§ **Requirement**
All of the entries below must be copied out exactly.

Saved data entries
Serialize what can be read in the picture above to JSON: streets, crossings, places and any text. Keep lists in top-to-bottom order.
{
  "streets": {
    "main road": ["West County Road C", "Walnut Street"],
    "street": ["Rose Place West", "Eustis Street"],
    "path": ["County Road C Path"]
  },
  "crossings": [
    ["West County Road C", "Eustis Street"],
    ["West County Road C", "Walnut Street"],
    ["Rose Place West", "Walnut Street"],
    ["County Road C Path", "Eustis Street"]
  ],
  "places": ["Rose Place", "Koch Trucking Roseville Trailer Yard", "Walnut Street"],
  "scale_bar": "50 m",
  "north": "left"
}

§ **Your response**
Serialize what can be read in the picture above to JSON: streets, crossings, places and any text. Keep lists in top-to-bottom order.
{
  "streets": {
    "main road": ["West County Road C", "Walnut Street"],
    "street": ["Rose Place West", "Eustis Street"],
    "path": ["County Road C Path"]
  },
  "crossings": [
    ["West County Road C", "Eustis Street"],
    ["West County Road C", "Walnut Street"],
    ["Rose Place West", "Walnut Street"],
    ["County Road C Path", "Eustis Street"]
  ],
  "places": ["Rose Place", "Koch Trucking Roseville Trailer Yard", "Walnut Street"],
  "scale_bar": "50 m",
  "north": "left"
}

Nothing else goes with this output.